Your goal >>
The output is to match the entries below character for character.

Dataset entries
--

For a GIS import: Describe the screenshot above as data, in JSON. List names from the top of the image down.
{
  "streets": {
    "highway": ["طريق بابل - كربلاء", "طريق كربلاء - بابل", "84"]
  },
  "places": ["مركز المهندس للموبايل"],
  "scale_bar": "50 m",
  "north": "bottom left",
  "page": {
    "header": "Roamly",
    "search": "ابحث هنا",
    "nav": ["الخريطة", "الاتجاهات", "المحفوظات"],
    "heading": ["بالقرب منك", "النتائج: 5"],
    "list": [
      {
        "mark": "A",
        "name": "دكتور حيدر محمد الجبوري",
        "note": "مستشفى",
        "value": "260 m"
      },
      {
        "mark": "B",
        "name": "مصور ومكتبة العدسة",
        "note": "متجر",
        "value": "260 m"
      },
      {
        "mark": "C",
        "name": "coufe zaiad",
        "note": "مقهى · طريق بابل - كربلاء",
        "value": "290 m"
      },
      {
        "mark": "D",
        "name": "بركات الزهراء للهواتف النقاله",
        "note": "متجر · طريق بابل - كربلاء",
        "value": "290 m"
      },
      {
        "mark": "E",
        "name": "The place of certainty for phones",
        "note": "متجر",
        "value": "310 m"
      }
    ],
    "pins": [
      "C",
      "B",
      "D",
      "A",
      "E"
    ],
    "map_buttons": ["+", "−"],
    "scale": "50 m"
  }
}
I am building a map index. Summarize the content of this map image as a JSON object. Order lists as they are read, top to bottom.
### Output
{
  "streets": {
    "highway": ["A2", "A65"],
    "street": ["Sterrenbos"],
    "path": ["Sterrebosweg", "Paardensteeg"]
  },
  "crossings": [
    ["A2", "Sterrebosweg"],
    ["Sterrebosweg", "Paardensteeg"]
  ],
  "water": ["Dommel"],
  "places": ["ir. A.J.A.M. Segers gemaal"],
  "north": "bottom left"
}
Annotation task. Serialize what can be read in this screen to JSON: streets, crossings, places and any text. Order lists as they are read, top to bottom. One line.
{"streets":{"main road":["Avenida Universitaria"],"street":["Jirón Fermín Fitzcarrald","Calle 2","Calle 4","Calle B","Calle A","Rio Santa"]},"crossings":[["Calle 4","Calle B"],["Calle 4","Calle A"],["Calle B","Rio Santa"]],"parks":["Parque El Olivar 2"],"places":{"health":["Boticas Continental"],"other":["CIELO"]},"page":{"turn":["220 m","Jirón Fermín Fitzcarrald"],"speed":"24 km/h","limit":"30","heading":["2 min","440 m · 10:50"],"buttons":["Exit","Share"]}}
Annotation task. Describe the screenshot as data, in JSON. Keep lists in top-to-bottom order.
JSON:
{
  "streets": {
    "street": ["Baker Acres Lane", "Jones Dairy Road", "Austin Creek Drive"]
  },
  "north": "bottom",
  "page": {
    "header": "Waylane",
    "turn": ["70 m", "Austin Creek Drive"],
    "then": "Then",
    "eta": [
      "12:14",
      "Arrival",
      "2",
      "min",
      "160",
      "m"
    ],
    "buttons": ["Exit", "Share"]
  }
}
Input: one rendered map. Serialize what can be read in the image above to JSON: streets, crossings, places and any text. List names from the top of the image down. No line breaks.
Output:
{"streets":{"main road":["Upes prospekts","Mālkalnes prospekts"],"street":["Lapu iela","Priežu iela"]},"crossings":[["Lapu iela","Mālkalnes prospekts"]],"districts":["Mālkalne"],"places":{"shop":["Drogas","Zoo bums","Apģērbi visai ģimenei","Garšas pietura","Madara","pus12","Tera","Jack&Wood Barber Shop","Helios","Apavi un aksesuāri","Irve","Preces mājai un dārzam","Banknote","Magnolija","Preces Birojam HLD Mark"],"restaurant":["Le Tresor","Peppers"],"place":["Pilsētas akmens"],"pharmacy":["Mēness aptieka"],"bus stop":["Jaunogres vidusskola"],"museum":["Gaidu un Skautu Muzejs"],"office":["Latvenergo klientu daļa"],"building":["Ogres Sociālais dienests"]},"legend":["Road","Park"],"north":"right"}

--

Written solution >>
For a GIS import: Describe the screenshot above as data, in JSON. List names from the top of the image down.
{
  "streets": {
    "highway": ["طريق بابل - كربلاء", "طريق كربلاء - بابل", "84"]
  },
  "places": ["مركز المهندس للموبايل"],
  "scale_bar": "50 m",
  "north": "bottom left",
  "page": {
    "header": "Roamly",
    "search": "ابحث هنا",
    "nav": ["الخريطة", "الاتجاهات", "المحفوظات"],
    "heading": ["بالقرب منك", "النتائج: 5"],
    "list": [
      {
        "mark": "A",
        "name": "دكتور حيدر محمد الجبوري",
        "note": "مستشفى",
        "value": "260 m"
      },
      {
        "mark": "B",
        "name": "مصور ومكتبة العدسة",
        "note": "متجر",
        "value": "260 m"
      },
      {
        "mark": "C",
        "name": "coufe zaiad",
        "note": "مقهى · طريق بابل - كربلاء",
        "value": "290 m"
      },
      {
        "mark": "D",
        "name": "بركات الزهراء للهواتف النقاله",
        "note": "متجر · طريق بابل - كربلاء",
        "value": "290 m"
      },
      {
        "mark": "E",
        "name": "The place of certainty for phones",
        "note": "متجر",
        "value": "310 m"
      }
    ],
    "pins": [
      "C",
      "B",
      "D",
      "A",
      "E"
    ],
    "map_buttons": ["+", "−"],
    "scale": "50 m"
  }
}
I am building a map index. Summarize the content of this map image as a JSON object. Order lists as they are read, top to bottom.
### Output
{
  "streets": {
    "highway": ["A2", "A65"],
    "street": ["Sterrenbos"],
    "path": ["Sterrebosweg", "Paardensteeg"]
  },
  "crossings": [
    ["A2", "Sterrebosweg"],
    ["Sterrebosweg", "Paardensteeg"]
  ],
  "water": ["Dommel"],
  "places": ["ir. A.J.A.M. Segers gemaal"],
  "north": "bottom left"
}
Annotation task. Serialize what can be read in this screen to JSON: streets, crossings, places and any text. Order lists as they are read, top to bottom. One line.
{"streets":{"main road":["Avenida Universitaria"],"street":["Jirón Fermín Fitzcarrald","Calle 2","Calle 4","Calle B","Calle A","Rio Santa"]},"crossings":[["Calle 4","Calle B"],["Calle 4","Calle A"],["Calle B","Rio Santa"]],"parks":["Parque El Olivar 2"],"places":{"health":["Boticas Continental"],"other":["CIELO"]},"page":{"turn":["220 m","Jirón Fermín Fitzcarrald"],"speed":"24 km/h","limit":"30","heading":["2 min","440 m · 10:50"],"buttons":["Exit","Share"]}}
Annotation task. Describe the screenshot as data, in JSON. Keep lists in top-to-bottom order.
JSON:
{
  "streets": {
    "street": ["Baker Acres Lane", "Jones Dairy Road", "Austin Creek Drive"]
  },
  "north": "bottom",
  "page": {
    "header": "Waylane",
    "turn": ["70 m", "Austin Creek Drive"],
    "then": "Then",
    "eta": [
      "12:14",
      "Arrival",
      "2",
      "min",
      "160",
      "m"
    ],
    "buttons": ["Exit", "Share"]
  }
}
Input: one rendered map. Serialize what can be read in the image above to JSON: streets, crossings, places and any text. List names from the top of the image down. No line breaks.
Output:
{"streets":{"main road":["Upes prospekts","Mālkalnes prospekts"],"street":["Lapu iela","Priežu iela"]},"crossings":[["Lapu iela","Mālkalnes prospekts"]],"districts":["Mālkalne"],"places":{"shop":["Drogas","Zoo bums","Apģērbi visai ģimenei","Garšas pietura","Madara","pus12","Tera","Jack&Wood Barber Shop","Helios","Apavi un aksesuāri","Irve","Preces mājai un dārzam","Banknote","Magnolija","Preces Birojam HLD Mark"],"restaurant":["Le Tresor","Peppers"],"place":["Pilsētas akmens"],"pharmacy":["Mēness aptieka"],"bus stop":["Jaunogres vidusskola"],"museum":["Gaidu un Skautu Muzejs"],"office":["Latvenergo klientu daļa"],"building":["Ogres Sociālais dienests"]},"legend":["Road","Park"],"north":"right"}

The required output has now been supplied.